An alternative approach that resolves this issue is Bayesian estimation, where Bayesian prior information about the latent trait distribution in the population is incorporated into the estimation and a posterior distribution is formed as the product of this prior distribution and the likelihood function. The multivariate standard normal distribution is often used as the prior distribution. Methods for computing scores within this Bayesian approach include expected a posteriori (EAP) and maximum a posteriori (MAP). In these approaches, individual scores are the mean (EAP) and mode (MAP) of the posterior distribution [45].

The appropriate method of computing standard errors of measurements for individual-level scores depends on the method chosen for estimating the scores. For EAP, the standard deviation of the posterior distribution is used. For ML and MAP, they are computed as the inverse of the ‘information’ for the attribute level. Information is an IRT equivalent of reliability/precision. A distinctive and crucial feature of information and thus standard errors from an IRT perspective is that it can vary with attribute level, thus allowing for the standard error of measurement to be calibrated to an individual’s specific level.

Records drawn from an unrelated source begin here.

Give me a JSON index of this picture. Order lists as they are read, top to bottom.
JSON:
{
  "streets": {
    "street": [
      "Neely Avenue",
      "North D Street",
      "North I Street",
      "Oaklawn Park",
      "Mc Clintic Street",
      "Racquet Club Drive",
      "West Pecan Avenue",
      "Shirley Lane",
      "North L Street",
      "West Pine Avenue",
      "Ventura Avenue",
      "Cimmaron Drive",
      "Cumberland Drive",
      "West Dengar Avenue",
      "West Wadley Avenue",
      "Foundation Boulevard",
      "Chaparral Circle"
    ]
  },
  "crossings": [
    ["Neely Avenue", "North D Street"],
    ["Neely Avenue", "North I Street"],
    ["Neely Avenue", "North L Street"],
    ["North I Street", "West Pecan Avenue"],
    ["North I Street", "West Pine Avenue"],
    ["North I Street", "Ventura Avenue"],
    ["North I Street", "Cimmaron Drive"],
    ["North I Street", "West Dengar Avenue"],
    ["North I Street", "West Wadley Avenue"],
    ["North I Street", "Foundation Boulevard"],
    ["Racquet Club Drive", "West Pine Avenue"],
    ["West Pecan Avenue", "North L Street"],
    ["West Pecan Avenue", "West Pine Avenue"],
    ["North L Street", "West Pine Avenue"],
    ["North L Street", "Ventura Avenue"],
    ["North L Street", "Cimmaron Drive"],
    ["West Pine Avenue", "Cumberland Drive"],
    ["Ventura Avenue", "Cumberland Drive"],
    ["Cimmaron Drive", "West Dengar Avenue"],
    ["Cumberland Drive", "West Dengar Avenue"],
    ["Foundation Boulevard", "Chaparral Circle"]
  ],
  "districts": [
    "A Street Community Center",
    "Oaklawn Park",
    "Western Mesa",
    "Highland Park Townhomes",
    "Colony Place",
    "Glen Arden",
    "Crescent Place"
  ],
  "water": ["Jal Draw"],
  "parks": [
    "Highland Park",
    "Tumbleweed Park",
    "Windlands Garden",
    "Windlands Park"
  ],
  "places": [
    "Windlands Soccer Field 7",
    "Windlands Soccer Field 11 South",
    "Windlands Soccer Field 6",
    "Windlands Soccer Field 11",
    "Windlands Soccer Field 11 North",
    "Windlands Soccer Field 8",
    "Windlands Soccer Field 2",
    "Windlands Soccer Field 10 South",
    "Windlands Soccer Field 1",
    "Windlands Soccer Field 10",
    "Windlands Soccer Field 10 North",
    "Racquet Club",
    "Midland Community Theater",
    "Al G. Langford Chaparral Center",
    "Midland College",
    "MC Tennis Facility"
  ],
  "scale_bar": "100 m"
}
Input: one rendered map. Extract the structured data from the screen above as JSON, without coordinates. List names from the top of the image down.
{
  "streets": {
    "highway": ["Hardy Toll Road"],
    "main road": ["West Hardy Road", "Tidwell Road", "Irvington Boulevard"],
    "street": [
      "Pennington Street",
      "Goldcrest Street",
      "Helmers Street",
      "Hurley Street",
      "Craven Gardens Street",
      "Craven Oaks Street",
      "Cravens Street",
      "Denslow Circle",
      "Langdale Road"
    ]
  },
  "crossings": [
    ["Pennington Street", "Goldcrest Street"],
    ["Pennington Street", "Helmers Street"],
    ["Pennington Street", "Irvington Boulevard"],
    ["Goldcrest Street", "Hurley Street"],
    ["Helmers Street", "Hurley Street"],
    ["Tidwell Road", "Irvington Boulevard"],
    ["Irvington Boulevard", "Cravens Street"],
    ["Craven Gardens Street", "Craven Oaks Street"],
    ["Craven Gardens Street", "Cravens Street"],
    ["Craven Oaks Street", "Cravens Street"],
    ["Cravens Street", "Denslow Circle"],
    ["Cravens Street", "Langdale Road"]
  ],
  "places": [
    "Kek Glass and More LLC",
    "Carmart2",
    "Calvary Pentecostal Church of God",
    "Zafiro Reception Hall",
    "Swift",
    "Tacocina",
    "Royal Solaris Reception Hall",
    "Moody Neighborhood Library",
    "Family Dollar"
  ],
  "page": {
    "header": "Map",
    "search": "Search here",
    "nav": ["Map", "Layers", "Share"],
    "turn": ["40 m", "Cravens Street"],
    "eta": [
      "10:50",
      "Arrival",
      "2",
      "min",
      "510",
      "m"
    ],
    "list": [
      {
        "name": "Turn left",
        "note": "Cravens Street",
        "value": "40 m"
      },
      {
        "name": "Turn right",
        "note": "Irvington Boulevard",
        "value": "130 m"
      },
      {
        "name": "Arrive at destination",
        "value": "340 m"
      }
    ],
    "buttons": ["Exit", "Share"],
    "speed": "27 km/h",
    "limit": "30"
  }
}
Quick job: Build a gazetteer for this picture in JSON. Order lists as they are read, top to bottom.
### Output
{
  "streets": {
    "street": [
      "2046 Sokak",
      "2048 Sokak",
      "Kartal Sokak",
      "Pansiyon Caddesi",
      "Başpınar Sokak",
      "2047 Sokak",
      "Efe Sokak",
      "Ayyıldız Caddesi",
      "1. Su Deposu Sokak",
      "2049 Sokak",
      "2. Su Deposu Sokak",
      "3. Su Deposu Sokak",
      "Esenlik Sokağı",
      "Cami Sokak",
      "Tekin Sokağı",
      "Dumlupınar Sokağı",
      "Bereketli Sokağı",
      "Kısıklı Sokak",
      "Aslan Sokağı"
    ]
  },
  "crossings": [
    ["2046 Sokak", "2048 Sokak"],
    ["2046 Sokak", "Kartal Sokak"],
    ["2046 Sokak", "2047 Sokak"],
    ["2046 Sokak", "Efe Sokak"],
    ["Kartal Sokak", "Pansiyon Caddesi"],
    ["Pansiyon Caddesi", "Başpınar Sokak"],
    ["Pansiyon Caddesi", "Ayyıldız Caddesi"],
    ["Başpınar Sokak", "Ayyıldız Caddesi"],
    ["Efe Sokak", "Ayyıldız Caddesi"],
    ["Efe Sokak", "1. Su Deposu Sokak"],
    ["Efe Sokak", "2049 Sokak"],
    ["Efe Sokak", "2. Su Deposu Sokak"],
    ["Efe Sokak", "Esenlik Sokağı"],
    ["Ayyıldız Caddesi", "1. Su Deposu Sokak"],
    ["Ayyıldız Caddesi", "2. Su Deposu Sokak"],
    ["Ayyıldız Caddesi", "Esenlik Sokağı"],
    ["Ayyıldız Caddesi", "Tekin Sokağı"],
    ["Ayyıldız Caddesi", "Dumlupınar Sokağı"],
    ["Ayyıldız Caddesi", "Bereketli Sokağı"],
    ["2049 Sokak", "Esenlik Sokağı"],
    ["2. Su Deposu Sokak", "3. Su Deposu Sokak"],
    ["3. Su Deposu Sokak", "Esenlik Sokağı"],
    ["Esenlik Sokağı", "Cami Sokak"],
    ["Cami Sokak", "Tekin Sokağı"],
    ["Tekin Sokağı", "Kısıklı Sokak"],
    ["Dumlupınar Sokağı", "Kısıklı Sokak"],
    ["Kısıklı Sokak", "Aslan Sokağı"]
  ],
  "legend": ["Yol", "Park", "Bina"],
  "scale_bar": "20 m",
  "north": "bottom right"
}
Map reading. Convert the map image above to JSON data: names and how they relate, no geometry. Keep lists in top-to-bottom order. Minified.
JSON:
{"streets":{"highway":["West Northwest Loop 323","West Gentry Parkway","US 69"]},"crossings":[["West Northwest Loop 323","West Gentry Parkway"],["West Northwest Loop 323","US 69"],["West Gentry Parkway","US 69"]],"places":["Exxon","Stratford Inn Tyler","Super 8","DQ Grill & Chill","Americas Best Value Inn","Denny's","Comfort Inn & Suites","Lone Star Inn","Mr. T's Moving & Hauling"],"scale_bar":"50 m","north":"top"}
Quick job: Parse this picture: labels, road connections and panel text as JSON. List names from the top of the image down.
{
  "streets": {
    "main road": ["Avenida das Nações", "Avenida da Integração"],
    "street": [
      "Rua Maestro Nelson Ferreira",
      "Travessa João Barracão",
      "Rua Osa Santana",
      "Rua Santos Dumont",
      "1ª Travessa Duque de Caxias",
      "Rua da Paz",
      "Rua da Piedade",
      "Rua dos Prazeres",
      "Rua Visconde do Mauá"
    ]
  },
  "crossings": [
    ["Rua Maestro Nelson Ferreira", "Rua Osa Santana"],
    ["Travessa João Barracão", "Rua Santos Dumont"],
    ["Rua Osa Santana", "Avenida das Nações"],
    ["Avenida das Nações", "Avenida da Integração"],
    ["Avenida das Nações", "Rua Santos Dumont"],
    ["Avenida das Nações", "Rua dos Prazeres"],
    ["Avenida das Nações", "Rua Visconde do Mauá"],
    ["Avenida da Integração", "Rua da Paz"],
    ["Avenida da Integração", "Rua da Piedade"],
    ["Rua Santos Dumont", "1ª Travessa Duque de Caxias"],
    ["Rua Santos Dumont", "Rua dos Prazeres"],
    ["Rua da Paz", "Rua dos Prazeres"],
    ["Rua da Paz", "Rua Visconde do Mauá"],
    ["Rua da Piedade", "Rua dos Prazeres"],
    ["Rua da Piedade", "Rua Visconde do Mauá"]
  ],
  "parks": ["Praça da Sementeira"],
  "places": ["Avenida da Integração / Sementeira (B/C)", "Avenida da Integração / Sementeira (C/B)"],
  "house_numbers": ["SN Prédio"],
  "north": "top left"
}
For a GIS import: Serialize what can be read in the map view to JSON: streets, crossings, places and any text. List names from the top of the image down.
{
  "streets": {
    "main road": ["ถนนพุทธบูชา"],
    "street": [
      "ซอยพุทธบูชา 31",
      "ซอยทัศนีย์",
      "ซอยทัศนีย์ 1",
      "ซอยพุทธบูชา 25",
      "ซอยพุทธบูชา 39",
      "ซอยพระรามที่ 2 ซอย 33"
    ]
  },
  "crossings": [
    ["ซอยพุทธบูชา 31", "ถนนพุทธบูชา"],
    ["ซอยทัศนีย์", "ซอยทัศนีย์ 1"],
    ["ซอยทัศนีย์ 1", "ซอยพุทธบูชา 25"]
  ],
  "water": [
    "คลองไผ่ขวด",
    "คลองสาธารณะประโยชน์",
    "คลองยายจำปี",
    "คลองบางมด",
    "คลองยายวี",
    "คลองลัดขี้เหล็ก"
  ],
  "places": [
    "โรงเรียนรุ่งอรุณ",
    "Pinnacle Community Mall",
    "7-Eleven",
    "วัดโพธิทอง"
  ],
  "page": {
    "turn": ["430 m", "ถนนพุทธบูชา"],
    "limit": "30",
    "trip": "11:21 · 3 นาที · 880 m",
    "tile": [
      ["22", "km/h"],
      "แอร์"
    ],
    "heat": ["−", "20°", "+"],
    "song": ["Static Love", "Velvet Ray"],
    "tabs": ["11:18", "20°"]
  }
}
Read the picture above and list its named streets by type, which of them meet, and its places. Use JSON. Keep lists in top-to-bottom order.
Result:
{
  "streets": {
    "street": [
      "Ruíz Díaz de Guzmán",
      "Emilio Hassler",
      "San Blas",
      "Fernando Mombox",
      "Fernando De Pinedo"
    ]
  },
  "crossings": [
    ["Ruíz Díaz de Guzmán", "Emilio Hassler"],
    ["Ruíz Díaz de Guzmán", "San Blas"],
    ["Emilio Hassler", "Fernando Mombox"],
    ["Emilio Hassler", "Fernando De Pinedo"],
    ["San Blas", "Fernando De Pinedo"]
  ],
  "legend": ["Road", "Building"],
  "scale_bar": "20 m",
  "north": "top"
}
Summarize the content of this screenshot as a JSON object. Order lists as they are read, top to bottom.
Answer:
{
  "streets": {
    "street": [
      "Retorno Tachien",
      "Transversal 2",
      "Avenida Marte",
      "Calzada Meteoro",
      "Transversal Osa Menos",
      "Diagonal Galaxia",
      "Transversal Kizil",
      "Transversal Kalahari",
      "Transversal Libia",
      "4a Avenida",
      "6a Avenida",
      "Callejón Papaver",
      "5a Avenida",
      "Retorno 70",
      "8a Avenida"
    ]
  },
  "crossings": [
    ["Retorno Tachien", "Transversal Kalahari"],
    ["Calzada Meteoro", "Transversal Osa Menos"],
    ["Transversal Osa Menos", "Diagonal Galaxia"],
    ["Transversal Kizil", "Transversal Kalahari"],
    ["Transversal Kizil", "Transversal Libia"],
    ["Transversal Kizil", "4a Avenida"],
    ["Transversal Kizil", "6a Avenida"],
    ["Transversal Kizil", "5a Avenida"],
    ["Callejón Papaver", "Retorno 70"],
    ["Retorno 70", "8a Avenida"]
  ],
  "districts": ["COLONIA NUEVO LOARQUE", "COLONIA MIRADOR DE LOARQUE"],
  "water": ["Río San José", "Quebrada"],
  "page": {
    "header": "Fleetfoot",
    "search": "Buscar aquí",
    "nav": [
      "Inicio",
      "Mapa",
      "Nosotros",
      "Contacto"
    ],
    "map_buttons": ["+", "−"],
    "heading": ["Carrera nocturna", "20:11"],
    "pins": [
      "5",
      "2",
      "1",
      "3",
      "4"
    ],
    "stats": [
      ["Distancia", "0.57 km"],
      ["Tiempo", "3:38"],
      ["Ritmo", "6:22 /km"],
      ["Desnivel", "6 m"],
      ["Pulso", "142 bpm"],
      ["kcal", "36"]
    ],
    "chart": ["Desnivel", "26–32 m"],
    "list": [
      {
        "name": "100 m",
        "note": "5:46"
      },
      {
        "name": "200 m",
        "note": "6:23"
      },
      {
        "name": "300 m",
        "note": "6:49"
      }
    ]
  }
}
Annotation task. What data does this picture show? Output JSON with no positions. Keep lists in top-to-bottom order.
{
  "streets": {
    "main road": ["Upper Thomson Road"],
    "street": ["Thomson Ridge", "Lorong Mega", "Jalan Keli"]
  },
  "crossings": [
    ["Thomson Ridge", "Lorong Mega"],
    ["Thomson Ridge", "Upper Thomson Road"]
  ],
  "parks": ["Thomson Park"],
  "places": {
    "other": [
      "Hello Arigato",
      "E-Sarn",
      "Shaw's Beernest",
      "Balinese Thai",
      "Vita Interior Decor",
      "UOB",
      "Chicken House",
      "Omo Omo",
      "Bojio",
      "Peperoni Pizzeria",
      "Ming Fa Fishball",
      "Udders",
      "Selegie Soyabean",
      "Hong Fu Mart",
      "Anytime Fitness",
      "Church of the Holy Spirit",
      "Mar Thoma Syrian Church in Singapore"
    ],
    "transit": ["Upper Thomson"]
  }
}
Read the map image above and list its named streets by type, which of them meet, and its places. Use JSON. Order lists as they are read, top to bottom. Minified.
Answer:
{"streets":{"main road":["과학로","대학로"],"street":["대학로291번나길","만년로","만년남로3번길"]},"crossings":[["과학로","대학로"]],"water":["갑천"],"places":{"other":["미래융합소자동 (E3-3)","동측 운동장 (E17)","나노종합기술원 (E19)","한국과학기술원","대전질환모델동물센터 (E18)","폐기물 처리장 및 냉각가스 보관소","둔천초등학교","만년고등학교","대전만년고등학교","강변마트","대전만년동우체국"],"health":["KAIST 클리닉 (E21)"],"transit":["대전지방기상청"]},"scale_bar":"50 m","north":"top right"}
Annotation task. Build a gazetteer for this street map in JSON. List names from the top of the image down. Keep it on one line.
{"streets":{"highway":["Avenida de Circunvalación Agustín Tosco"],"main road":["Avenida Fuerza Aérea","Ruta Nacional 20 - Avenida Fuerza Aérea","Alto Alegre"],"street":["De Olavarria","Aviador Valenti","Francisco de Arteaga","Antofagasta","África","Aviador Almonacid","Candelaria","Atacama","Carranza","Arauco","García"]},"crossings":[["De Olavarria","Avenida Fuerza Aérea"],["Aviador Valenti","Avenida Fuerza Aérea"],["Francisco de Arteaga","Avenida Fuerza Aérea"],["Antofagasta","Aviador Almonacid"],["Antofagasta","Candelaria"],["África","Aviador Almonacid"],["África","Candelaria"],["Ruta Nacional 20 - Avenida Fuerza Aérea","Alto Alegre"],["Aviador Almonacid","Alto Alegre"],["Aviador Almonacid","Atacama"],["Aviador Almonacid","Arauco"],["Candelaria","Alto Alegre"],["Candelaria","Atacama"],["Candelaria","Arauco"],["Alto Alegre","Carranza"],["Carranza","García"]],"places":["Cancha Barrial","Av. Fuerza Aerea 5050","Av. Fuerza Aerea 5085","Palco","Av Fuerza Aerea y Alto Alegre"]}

From the IRT score estimates and their standard errors computed as described above, an IRT-based RCI can be formed. For example, Jabrayilov et al. (2016) suggests the following RCI:

$$ RCI=\frac{{\hat{\theta}}_2-{\hat{\theta}}_1}{\sqrt{SE{\left({\hat{\theta}}_1\right)}^2+ SE{\left({\hat{\theta}}_2\right)}^2}} $$

(5)

where \( {\hat{\theta}}_1 \) and \( {\hat{\theta}}_2 \) represent estimates of latent scores at baseline and retest respectively and \( SE\left({\hat{\theta}}_1\right) \) and \( SE\left({\hat{\theta}}_2\right) \) are the associated standard errors of the scores. Reise and Haviland [39] suggested a similar method whereby the 95% confidence intervals around baseline scores are calculated and a reliable change defined as occurring when the follow-up score falls outside this interval.

### Practice effects within an IRT framework

Practice effects in an IRT framework will manifest as violations of measurement invariance in the location parameters over time where items become easier to answer correctly on a second administration. Two primary solutions have been proposed [43]. First, if there is a subset of items that are resistant to practice effects over time and thus demonstrate longitudinal invariance, these items can have their parameters fixed equal over time. The remaining item parameters can vary over time to capture the effects of practice. Second, different sets of anchor items could be administered over time but their parameters fixed to known values estimated from previous studies. An appropriate reference sample can be used to estimate the item parameters. If neither approach is feasible, we suggest applying a correction directly to the attribute scores where some previous information is available on practice effects. Known practice effects on the raw scale score can be converted to the IRT score scale through the test characteristic curve. The test characteristic curve is the sum of item characteristic curves and links latent attribute levels to total scores on the test.